Nos appels trahissent une angoisse que le chat est tout à fait capable de percevoir : il sent qu’il y a un danger et reste ainsi perché à attendre qu’il soit passé. Il peut donc demeurer perché ainsi de longues heures et attendre la nuit pour descendre. N’oublions pas que cet animal est d’abord un athlète musclé et souple, capable d’atteindre les endroits les plus inaccessibles, et qu’il ne connaît pas le vertige !


Si votre chat est posté sur une branche haute d’un arbre, ne l’appelez pas avec insistance pour qu’il descende. Munissez-vous d’une boîte de croquettes, secouez-la avant d’en laisser en appât au pied de l’arbre. Partez et observez sa réaction à distance. Trois possibilités : soit il ne bouge pas car il est davantage intéressé par les oiseaux, soit il descend, soit, ce qui peut arriver parfois avec de jeunes chats inexpérimentés ou des séniors aux capacités physiques diminuées, il tente sans succès de revenir sur la terre ferme. Dans ce cas, allez chercher l’échelle ou appelez le 18 !

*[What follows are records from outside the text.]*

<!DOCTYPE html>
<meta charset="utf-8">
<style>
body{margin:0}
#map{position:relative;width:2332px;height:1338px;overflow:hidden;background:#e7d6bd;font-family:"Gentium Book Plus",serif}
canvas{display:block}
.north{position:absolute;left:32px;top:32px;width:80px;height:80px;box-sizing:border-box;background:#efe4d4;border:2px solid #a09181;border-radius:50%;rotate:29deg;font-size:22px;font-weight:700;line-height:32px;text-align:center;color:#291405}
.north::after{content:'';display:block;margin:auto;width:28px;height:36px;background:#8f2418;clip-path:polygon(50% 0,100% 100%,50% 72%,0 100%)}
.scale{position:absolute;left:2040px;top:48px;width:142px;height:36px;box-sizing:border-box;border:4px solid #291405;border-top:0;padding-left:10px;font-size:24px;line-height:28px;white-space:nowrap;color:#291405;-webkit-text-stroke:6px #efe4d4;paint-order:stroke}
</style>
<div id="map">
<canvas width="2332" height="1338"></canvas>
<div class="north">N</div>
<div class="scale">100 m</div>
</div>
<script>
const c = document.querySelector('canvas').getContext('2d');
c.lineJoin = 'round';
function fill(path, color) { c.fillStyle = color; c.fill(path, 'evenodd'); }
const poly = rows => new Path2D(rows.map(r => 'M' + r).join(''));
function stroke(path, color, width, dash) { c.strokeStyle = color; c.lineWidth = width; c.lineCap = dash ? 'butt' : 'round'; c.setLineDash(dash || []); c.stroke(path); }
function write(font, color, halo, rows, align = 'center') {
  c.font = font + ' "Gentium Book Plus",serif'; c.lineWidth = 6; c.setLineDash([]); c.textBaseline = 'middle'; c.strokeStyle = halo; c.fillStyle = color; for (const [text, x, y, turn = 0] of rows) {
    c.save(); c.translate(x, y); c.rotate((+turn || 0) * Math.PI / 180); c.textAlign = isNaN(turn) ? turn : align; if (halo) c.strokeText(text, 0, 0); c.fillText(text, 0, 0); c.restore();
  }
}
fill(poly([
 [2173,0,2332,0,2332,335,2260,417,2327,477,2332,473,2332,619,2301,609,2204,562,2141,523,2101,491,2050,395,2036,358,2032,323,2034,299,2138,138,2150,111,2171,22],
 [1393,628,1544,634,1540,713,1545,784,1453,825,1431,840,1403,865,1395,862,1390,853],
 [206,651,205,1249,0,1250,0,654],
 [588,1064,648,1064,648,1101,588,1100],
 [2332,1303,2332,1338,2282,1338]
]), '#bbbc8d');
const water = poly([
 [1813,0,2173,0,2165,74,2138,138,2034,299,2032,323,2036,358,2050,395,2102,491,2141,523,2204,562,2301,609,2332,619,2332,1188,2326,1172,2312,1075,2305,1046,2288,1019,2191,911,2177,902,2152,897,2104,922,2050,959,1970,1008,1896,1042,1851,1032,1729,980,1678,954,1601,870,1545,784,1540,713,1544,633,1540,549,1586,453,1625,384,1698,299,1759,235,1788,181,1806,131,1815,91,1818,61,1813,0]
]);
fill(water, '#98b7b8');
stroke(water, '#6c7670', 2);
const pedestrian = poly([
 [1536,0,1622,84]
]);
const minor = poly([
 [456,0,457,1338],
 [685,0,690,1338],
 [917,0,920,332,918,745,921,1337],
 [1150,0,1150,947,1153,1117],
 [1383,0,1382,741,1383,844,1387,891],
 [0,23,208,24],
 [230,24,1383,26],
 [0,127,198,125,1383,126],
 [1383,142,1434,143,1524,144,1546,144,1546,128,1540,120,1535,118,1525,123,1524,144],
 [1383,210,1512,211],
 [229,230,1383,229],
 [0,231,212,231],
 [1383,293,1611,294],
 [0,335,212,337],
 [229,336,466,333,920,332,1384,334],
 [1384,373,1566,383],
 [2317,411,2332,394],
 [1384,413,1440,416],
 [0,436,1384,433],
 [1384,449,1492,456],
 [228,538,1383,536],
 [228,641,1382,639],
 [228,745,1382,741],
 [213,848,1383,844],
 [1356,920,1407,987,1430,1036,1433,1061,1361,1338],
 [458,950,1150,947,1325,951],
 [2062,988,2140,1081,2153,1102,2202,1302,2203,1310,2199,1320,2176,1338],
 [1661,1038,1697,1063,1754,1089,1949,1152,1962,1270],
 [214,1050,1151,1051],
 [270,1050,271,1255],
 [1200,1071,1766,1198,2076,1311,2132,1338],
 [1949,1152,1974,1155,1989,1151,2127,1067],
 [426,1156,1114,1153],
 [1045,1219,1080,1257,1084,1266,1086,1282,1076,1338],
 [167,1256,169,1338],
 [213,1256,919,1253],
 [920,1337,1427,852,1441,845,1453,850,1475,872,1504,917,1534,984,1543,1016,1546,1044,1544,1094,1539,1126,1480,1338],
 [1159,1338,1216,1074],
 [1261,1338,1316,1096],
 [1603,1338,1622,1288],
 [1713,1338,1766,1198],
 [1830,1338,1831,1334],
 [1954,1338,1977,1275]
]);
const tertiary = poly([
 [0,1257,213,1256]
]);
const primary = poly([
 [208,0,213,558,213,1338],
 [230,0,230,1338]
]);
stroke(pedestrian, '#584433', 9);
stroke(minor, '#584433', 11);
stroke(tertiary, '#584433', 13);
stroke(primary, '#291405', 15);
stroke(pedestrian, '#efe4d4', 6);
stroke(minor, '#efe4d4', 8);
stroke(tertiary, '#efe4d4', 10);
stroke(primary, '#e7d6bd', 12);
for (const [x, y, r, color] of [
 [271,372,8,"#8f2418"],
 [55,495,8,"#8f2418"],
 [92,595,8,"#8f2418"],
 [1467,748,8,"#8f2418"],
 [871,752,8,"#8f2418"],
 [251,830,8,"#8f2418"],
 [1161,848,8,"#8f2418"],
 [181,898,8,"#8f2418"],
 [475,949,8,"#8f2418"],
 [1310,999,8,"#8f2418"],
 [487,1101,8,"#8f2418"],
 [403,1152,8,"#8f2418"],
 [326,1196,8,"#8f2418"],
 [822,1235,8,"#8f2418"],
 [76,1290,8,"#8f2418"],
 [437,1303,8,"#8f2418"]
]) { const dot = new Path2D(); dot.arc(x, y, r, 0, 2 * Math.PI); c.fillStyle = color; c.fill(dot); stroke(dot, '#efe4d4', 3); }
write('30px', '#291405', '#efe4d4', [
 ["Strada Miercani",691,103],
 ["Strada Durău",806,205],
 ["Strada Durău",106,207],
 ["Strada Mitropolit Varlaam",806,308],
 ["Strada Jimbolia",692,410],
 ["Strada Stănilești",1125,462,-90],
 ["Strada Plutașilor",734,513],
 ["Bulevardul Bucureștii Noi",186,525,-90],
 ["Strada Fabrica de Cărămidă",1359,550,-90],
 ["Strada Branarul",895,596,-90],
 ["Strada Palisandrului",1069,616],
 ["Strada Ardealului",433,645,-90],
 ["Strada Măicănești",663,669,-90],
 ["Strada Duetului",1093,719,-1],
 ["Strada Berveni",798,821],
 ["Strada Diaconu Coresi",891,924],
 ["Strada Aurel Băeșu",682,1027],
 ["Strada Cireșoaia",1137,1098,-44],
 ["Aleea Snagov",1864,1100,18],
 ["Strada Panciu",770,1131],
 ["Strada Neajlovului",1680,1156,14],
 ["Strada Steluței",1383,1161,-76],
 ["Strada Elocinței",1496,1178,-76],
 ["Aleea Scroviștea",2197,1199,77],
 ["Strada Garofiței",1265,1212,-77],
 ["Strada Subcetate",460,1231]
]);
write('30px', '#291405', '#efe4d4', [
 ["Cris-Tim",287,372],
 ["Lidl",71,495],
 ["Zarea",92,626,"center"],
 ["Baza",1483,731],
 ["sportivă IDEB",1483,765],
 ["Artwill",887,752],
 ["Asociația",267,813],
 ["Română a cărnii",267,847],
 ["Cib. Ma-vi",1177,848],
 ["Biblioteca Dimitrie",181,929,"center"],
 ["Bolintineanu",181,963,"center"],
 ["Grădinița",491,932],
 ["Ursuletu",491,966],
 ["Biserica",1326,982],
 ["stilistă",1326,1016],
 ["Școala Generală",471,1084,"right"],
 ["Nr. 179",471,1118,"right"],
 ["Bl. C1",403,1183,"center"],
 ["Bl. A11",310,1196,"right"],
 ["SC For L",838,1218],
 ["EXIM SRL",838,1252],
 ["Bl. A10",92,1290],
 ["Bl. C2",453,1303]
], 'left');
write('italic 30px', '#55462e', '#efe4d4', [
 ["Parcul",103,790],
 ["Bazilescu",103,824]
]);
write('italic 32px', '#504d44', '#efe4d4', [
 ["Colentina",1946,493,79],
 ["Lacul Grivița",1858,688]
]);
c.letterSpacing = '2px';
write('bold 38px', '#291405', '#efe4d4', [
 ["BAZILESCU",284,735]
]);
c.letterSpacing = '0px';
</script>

 L’art et la manière de descendre
Le chat est beaucoup plus à l’aise dans la montée que dans la descente d’un arbre. Quand la branche n’est pas trop haute, il choisit le saut. Sinon il est obligé de descendre le tronc à reculons, les griffes plantées dans l’écorce. Ce comportement d’acrobate est le fruit d’un apprentissage : la première fois, le chat descend tête en avant et finit par sauter. La fois d’après, il essaie de trouver une autre technique pour que ses griffes tiennent bien prises !



Un petit conseil
Le port du collier est dangereux chez un chat qui sort et grimpe aux arbres. La lanière peut se prendre dans une branche et l’étrangler. Identifiez plutôt votre compagnon par tatouage ou puce électronique.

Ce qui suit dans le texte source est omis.